(Sayyidah ‘Aaishah [radhiyallahu ‘anha] – Part Four)

As mentioned earlier, Sayyidah ‘Aaishah (radhiyallahu ‘anha) was mistakenly left behind when the army departed while returning from the expedition of Banul Mustaliq. When Sayyiduna Safwaan bin Mu‘attal (radhiyallahu ‘anhu) later discovered her waiting in the place where the Sahaabah (radhiyallahu ‘anhum) had camped, he escorted her safely back to the army.

When they arrived at the army, the tongues of the hypocrites began to wag, and they spread the rumour that – Allah Ta‘ala forbid! – Sayyidah ‘Aaishah (radhiyallahu ‘anha) had indulged in sin with Sayyiduna Safwaan (radhiyallahu ‘anhu). In this manner, they falsely accused our beloved mother, Sayyidah ‘Aaishah (radhiyallahu ‘anha), of indecency (na‘oozubillah). This incident is known as the incident of ifk (slander).

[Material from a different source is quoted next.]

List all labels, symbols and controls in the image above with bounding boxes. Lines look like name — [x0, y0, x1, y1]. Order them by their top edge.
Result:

Unfortunately, although the hypocrites were responsible for starting the rumours, there were a few sincere Sahaabah (radhiyallahu ‘anhum) who erred and also became unwittingly involved in speaking of these rumours. Among these Sahaabah (radhiyallahu ‘anhum) was Sayyiduna Hassaan bin Thaabit (radhiyallahu ‘anhu), the poet who would use his poetry to speak in defence of Rasulullah (sallallahu ‘alaihi wasallam) when the disbelievers would mock at him.

After a period of time, during which Sayyidah ‘Aaishah (radhiyallahu ‘anha) suffered extreme anguish, as the stigma of the false rumour persisted, Allah Ta‘ala Himself exonerated her and declared her innocence by revealing verses of the Quraan Majeed in her defence.

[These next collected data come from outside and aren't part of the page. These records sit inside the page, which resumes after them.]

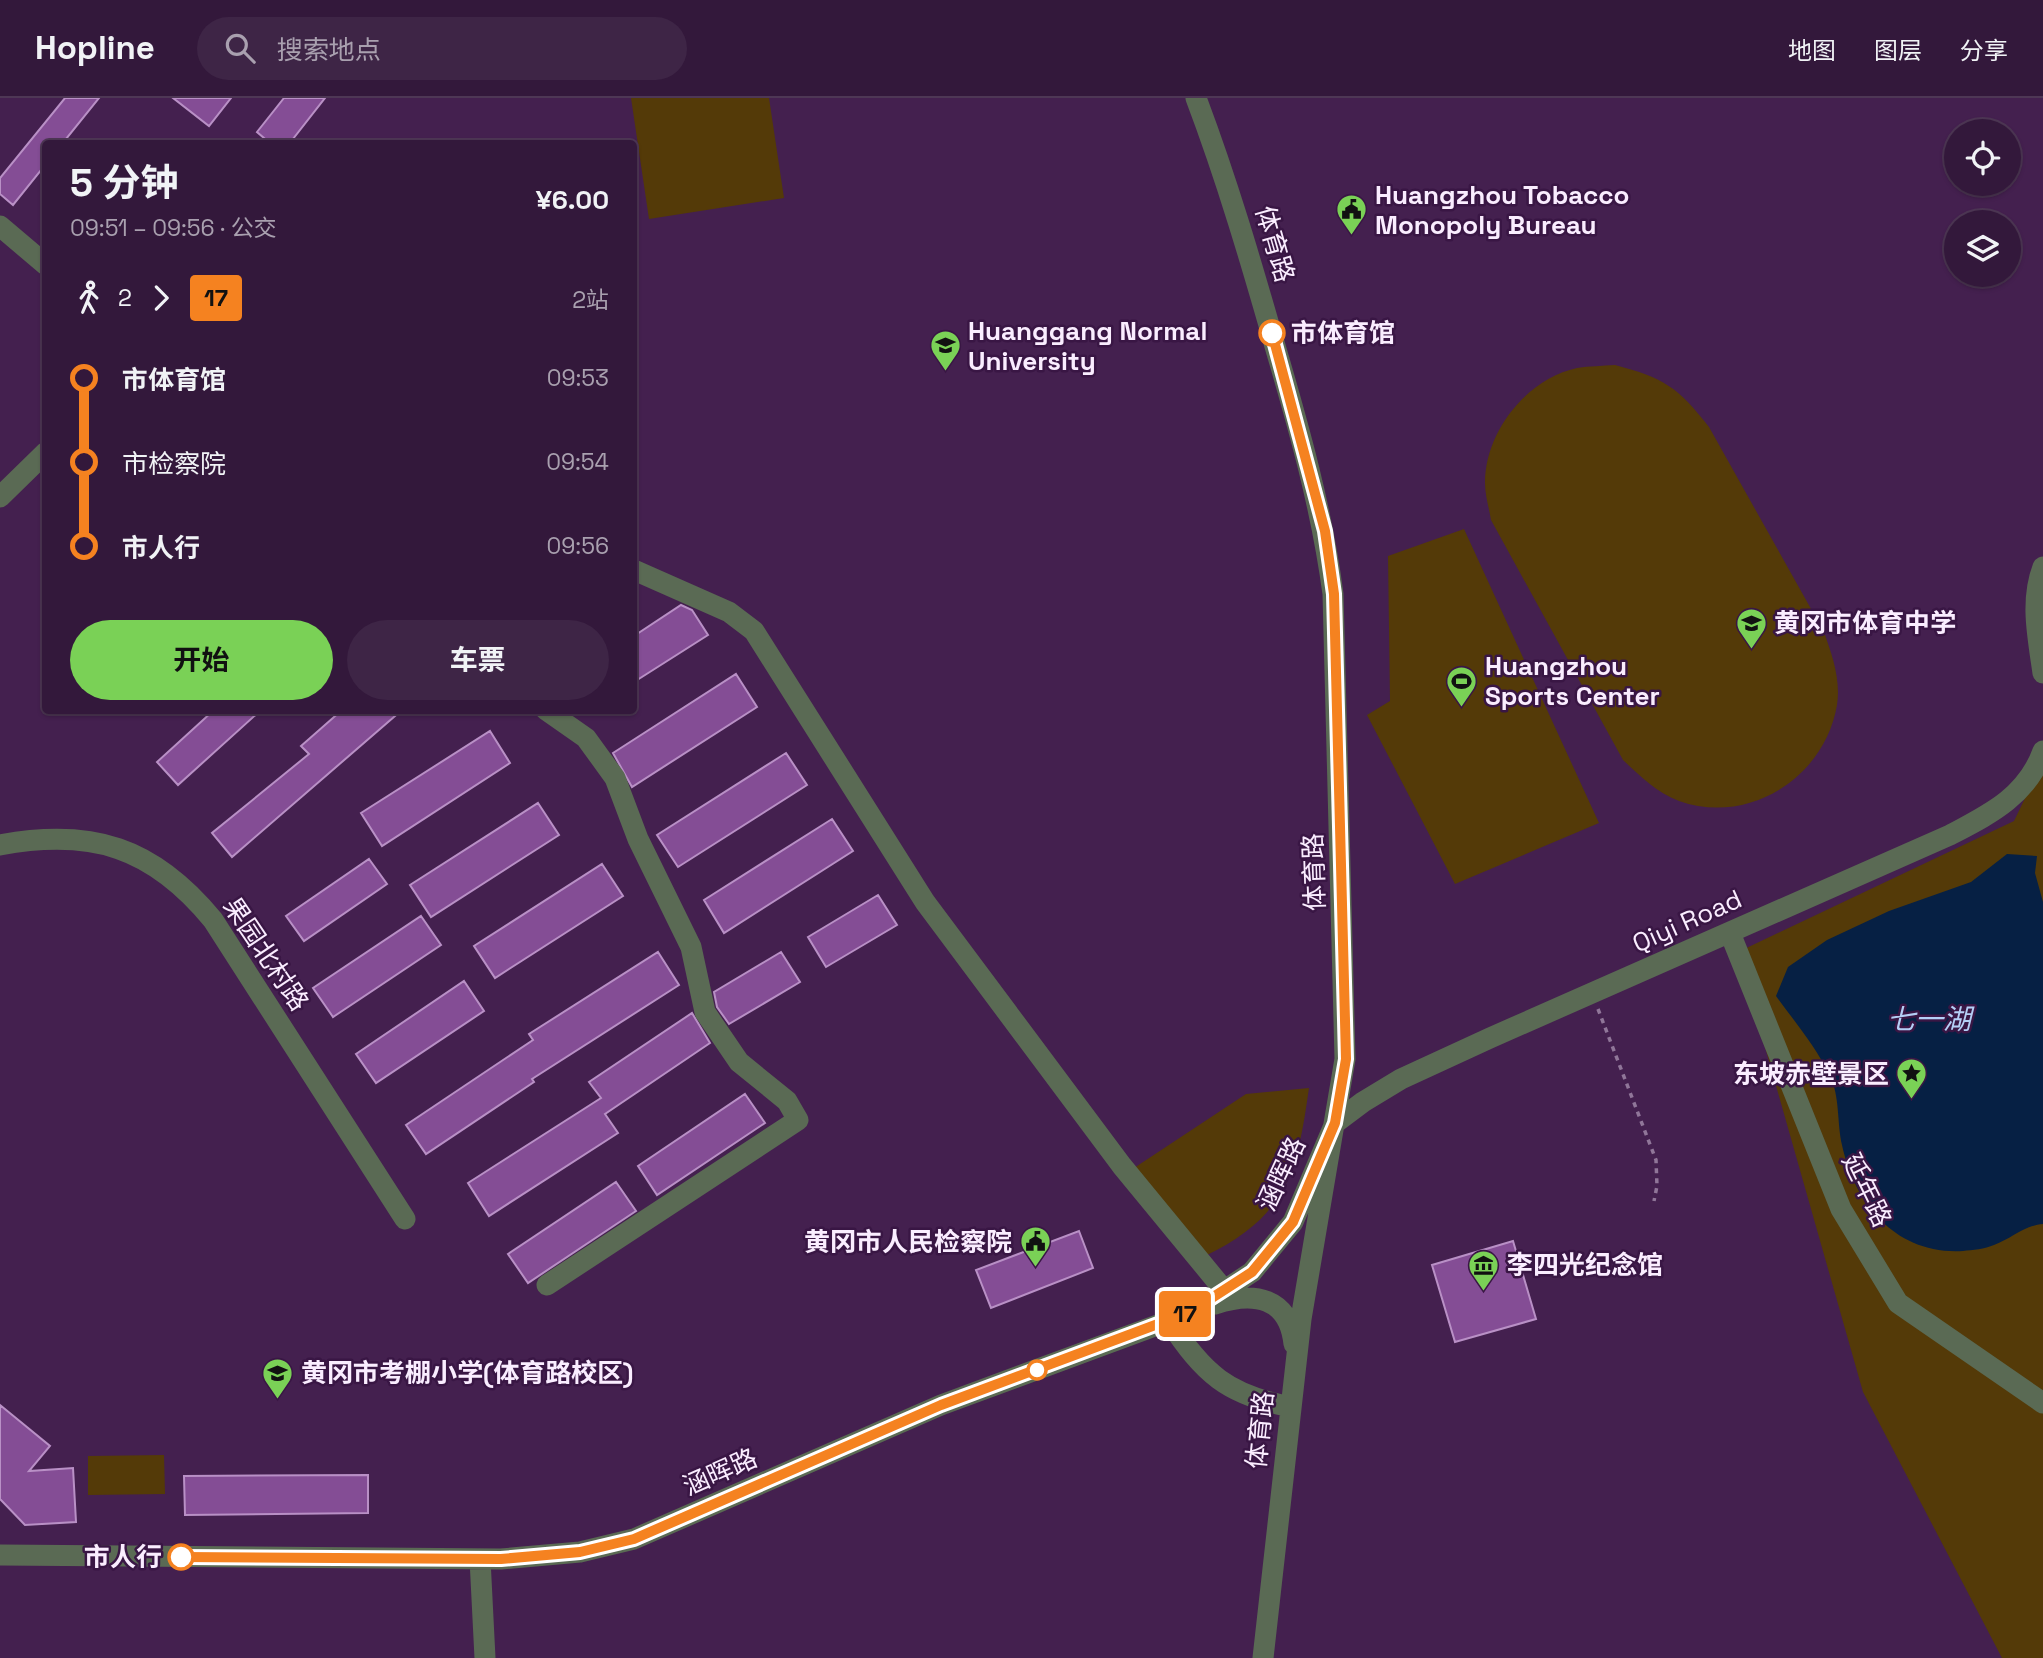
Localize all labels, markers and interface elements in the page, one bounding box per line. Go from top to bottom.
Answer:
search box [197,17,687,80]
text: Hopline [35,27,155,69]
icon: search [221,29,259,67]
text: 搜索地点 [277,33,381,67]
text: 地图 [1788,35,1836,66]
text: 图层 [1874,35,1922,66]
text: 分享 [1960,35,2008,66]
map controls [1944,119,2021,287]
button: locate [1944,119,2021,196]
text: 5 分钟 [70,159,178,207]
place label: Huangzhou Tobacco Monopoly Bureau [1375,178,1629,242]
text: ¥6.00 [536,183,609,217]
public building icon: Huangzhou Tobacco Monopoly Bureau [1335,193,1369,237]
street label: 体育路 [1248,202,1302,286]
button: layers [1944,210,2021,287]
text: 09:51 – 09:56 · 公交 [70,213,277,243]
icon: walk [70,279,108,317]
icon: forward [142,279,180,317]
text: 17 [204,282,228,313]
text: 2 [118,283,132,313]
text: 2站 [572,285,609,315]
place label: Huanggang Normal University [968,314,1207,378]
place label: 市体育馆 [1291,316,1395,350]
marker: 市体育馆 [1259,320,1285,346]
school or university icon: Huanggang Normal University [928,329,962,373]
text: 市体育馆 [122,363,226,397]
text: 09:53 [547,363,609,393]
text: 市检察院 [122,447,226,481]
text: 09:54 [546,447,609,477]
text: 市人行 [122,531,200,565]
text: 09:56 [547,531,609,561]
school or university icon: 黄冈市体育中学 [1734,606,1768,650]
place label: 黄冈市体育中学 [1774,606,1956,640]
button: 开始 [70,620,333,700]
button: 车票 [347,620,609,700]
place label: Huangzhou Sports Center [1485,649,1660,713]
sports icon: Huangzhou Sports Center [1445,664,1479,708]
street label: 体育路 [1296,832,1332,912]
street label: Qiyi Road [1627,882,1747,960]
street label: 果园北村路 [216,891,316,1017]
water label: 七一湖 [1887,1001,1975,1037]
place label: 东坡赤壁景区 [1733,1057,1889,1091]
place icon: 东坡赤壁景区 [1895,1057,1929,1101]
street label: 涵晖路 [1249,1131,1313,1217]
street label: 延年路 [1835,1147,1899,1233]
place label: 黄冈市人民检察院 [804,1225,1012,1259]
public building icon: 黄冈市人民检察院 [1018,1225,1052,1269]
museum icon: 李四光纪念馆 [1467,1248,1501,1292]
place label: 李四光纪念馆 [1507,1248,1663,1282]
line badge: 17 [1154,1291,1216,1337]
text: 17 [1173,1298,1197,1329]
school or university icon: 黄冈市考棚小学(体育路校区) [261,1356,295,1400]
place label: 黄冈市考棚小学(体育路校区) [301,1356,634,1390]
unlabelled marker [1027,1360,1047,1380]
street label: 体育路 [1239,1389,1281,1471]
street label: 涵晖路 [677,1441,763,1503]
place label: 市人行 [84,1540,162,1574]
marker: 市人行 [168,1544,194,1570]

On one occasion, many years later, a nephew of Sayyidah ‘Aaishah (radhiyallahu ‘anha) began to speak ill of Sayyiduna Hassaan (radhiyallahu ‘anhu) in her presence. When she heard the words of her nephew, she stopped him saying, “Do not speak ill of him, for he would defend Rasulullah (sallallahu ‘alaihi wasallam) (by means of his poetry).”

(Saheeh Bukhaari #3531)


1. This incident is clear testament to how clean the heart of Sayyidah ‘Aaishah (radhiyallahu ‘anha) was. Despite Sayyiduna Hassaan (radhiyallahu ‘anhu) being among those who had erred and unwittingly assisted in spreading the rumour, she pardoned and forgave him. Furthermore, she did not only forgive, but even ‘forgot’, by thereafter defending him when her own nephew wished to speak ill of him. This forgiving nature and keeping a clean heart, free of malice and grudges, is the sunnah of Rasulullah (sallallahu ‘alaihi wasallam) and hence, who could have learnt it better than Sayyidah ‘Aaishah (radhiyallahu ‘anha)?

2. We should be extremely wary and cautious of all gossip and rumours – especially in the age of social media, when unfounded and unverified information abounds and rapidly circulates. If we become party to propagating a false rumour, we will be answerable by Allah Ta‘ala. Hence, if the rumour is none of our business, let it stay that way. If it does pertain to us, we must verify it before accepting and acting on it.